6. Close warmly and sign off.
7. Flag, in a short note below the draft, anything it had to assume or could not find in the notes, so you can check it.

## Copy-paste prompt

```
You are helping me write a follow-up email after a meeting. I am [YOUR NAME] and I want it to sound like me: warm, clear and human, not corporate.

Here are my rough notes from the meeting:
[PASTE YOUR NOTES, TRANSCRIPT OR SUMMARY HERE]

The email is going to: [WHO IT IS GOING TO, e.g. "my client Sarah at Acme, plus her colleague Tom"]

Tone I want: [e.g. "friendly and professional" / "warm and casual" / "more formal"]

Deadline or next meeting, if any: [OPTIONAL, e.g. "next catch-up is Thursday 19 June"]

Please write the email with:
- A short, friendly opening that references the meeting in one sentence.
- A recap of the key points as 2 to 4 bullet points, kept skimmable.
- The agreed actions as a clear list, each with an OWNER and a DUE DATE.
- One clear next step stated plainly.
- A warm sign-off from me.

Important rules:
- Do not invent any facts, dates, names or commitments that are not in my notes. If something is missing, leave a clear placeholder like [OWNER?] or [DATE?] for me to fill in. Do not guess.
- Keep it short. A busy person should be able to read it in about twenty seconds.
- Use plain Australian English. No jargon, no filler.

After the email, add a short section called "Check these" listing anything you had to assume or could not find in my notes.
```

## Expected output

You should get back:

- A complete email, ready to review, with a subject line, a short recap, an actions list with owners and dates, a clear next step and a warm sign-off.
- Placeholders where the notes were thin, so nothing is silently made up.
- A short "Check these" list pointing at anything you need to confirm before sending.

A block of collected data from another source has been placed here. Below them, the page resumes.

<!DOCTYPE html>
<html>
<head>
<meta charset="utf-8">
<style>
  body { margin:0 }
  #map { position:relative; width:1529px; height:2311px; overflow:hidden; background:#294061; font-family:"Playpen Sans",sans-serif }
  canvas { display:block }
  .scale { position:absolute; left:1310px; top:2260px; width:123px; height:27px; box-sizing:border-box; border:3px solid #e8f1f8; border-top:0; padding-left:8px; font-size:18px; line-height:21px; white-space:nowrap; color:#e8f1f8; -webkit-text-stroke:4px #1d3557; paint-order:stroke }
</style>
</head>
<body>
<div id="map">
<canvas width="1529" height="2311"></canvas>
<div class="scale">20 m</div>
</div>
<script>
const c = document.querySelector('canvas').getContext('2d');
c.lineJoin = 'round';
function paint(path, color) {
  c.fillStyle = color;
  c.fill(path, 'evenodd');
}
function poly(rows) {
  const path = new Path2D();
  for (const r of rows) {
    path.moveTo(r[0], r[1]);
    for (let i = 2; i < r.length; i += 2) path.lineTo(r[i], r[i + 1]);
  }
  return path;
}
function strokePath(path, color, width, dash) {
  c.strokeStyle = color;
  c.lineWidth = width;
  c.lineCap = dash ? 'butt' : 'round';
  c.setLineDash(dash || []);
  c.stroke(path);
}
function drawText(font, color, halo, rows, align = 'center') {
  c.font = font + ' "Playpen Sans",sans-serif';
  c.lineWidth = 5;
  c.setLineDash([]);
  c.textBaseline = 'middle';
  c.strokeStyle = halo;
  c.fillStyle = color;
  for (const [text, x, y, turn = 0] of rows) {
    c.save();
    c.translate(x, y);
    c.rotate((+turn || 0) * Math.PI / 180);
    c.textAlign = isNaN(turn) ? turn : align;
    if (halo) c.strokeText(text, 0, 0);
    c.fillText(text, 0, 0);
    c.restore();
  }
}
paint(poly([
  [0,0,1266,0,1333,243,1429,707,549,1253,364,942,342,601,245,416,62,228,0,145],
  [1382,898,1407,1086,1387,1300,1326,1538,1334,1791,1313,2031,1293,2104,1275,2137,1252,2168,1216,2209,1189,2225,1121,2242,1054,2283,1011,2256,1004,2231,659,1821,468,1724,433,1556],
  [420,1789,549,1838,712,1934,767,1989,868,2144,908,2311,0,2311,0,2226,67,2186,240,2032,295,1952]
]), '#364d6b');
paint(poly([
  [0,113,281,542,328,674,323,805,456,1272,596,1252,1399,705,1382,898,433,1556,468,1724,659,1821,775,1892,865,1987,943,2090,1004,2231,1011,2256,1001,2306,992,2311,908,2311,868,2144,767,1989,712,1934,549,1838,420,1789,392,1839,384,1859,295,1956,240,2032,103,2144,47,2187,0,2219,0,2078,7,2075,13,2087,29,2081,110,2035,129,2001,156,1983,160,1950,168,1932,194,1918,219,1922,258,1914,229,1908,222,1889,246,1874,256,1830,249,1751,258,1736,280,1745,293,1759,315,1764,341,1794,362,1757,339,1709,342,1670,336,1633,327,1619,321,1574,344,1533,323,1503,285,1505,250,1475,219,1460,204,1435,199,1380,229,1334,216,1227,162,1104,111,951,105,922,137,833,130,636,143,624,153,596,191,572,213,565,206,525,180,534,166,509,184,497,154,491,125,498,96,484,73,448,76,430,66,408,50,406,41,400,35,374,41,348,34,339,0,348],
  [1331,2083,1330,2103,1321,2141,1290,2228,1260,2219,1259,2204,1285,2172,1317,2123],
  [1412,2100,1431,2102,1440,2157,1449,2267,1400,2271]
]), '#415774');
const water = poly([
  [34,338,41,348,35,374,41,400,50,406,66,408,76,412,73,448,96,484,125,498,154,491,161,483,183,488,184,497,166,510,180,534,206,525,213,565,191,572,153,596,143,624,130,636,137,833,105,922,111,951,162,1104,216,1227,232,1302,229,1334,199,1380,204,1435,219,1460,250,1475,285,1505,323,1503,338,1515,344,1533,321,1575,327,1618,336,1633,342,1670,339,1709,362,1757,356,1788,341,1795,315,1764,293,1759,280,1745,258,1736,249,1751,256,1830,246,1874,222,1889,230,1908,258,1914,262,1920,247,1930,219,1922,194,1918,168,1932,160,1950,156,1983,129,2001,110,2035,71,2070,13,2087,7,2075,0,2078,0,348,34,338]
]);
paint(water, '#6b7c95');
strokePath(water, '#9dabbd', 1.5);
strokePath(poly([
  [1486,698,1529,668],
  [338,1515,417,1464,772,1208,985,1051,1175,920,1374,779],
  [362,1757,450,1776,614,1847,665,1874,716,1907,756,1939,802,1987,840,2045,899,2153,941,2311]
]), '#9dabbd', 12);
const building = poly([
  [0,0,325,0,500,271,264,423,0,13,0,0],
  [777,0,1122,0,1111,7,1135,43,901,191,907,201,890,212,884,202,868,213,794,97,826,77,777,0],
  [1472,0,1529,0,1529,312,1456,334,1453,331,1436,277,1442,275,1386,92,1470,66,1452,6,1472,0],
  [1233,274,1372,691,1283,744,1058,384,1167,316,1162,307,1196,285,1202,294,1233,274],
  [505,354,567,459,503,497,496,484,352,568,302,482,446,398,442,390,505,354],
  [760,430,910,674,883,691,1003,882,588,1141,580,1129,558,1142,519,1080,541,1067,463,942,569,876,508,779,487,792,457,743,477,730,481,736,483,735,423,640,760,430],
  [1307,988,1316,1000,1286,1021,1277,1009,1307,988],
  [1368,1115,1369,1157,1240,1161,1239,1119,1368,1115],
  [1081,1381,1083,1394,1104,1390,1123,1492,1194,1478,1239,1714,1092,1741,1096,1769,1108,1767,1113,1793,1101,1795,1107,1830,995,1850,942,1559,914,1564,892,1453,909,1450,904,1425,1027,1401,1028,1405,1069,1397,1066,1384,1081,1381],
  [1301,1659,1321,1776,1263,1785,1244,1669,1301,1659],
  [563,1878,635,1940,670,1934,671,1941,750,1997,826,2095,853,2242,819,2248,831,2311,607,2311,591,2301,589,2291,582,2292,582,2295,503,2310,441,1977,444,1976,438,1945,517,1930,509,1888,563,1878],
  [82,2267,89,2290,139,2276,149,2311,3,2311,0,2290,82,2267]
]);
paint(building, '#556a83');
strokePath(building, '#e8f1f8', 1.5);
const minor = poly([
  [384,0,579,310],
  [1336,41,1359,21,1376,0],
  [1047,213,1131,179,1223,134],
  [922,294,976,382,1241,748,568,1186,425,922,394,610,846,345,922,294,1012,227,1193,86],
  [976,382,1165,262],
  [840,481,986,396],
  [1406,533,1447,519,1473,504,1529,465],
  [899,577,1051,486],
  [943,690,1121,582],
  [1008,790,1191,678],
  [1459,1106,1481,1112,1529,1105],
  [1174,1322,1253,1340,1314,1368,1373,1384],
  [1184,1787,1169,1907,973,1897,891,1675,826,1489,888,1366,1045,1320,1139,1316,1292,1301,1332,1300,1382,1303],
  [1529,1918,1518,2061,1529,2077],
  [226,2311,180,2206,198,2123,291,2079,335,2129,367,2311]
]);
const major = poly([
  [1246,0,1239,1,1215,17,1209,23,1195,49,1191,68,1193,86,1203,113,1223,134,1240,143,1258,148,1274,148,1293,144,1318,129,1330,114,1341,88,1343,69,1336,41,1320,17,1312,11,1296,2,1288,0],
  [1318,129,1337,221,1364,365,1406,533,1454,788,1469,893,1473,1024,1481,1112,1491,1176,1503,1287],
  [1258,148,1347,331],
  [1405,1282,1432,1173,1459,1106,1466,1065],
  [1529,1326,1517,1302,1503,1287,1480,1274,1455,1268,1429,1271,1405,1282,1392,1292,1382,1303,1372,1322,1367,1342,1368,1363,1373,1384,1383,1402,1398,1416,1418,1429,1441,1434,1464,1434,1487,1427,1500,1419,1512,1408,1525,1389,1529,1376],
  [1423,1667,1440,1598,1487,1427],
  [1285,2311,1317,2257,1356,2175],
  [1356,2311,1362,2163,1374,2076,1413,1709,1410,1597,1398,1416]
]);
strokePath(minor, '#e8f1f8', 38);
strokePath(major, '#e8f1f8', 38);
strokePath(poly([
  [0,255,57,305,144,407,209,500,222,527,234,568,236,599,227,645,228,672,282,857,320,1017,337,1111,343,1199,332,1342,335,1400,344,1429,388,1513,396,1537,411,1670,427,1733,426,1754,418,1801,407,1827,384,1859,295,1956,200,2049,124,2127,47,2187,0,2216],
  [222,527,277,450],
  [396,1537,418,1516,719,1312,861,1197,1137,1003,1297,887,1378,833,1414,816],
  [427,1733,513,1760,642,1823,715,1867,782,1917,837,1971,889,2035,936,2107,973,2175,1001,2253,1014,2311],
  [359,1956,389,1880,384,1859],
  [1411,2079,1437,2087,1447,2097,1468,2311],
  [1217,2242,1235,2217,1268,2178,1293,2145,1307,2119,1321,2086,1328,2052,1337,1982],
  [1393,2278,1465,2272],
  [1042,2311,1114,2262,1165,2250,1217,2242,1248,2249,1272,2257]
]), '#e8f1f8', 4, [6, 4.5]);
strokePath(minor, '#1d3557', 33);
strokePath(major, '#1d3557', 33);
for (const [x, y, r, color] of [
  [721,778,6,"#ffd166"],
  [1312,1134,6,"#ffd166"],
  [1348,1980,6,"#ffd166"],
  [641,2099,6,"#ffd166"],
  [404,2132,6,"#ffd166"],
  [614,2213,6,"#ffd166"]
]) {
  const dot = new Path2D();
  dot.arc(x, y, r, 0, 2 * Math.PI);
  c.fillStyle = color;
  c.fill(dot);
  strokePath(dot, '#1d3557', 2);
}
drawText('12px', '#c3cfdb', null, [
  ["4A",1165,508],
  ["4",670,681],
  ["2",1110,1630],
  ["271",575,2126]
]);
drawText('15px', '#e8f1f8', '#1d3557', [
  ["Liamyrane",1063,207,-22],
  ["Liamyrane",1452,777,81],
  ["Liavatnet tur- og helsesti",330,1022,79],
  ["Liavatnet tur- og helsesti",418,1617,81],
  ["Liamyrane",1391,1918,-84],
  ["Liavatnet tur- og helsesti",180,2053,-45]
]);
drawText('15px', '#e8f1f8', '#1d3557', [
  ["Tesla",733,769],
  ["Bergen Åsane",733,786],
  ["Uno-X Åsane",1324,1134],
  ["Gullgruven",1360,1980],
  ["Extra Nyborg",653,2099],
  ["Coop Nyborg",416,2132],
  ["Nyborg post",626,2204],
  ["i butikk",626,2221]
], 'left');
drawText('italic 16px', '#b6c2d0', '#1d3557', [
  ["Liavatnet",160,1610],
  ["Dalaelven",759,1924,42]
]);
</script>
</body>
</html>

It will be a draft, not a finished send. Expect to spend a minute fixing a name, confirming a date, or adding the one detail only you remember.

## Review checklist

Before you hit send, check:

- [ ] Every fact in the email is something I actually agreed to or can stand behind.
- [ ] Every action has the right owner and a date we genuinely agreed on.
- [ ] No invented details, and no placeholders left in by accident, like [OWNER?].
- [ ] The recap is honest and does not overstate what was decided.
- [ ] The next step is clear enough that the reader knows exactly what to do.
- [ ] The tone sounds like me, not like a template.
- [ ] No sensitive information is in here that should not be.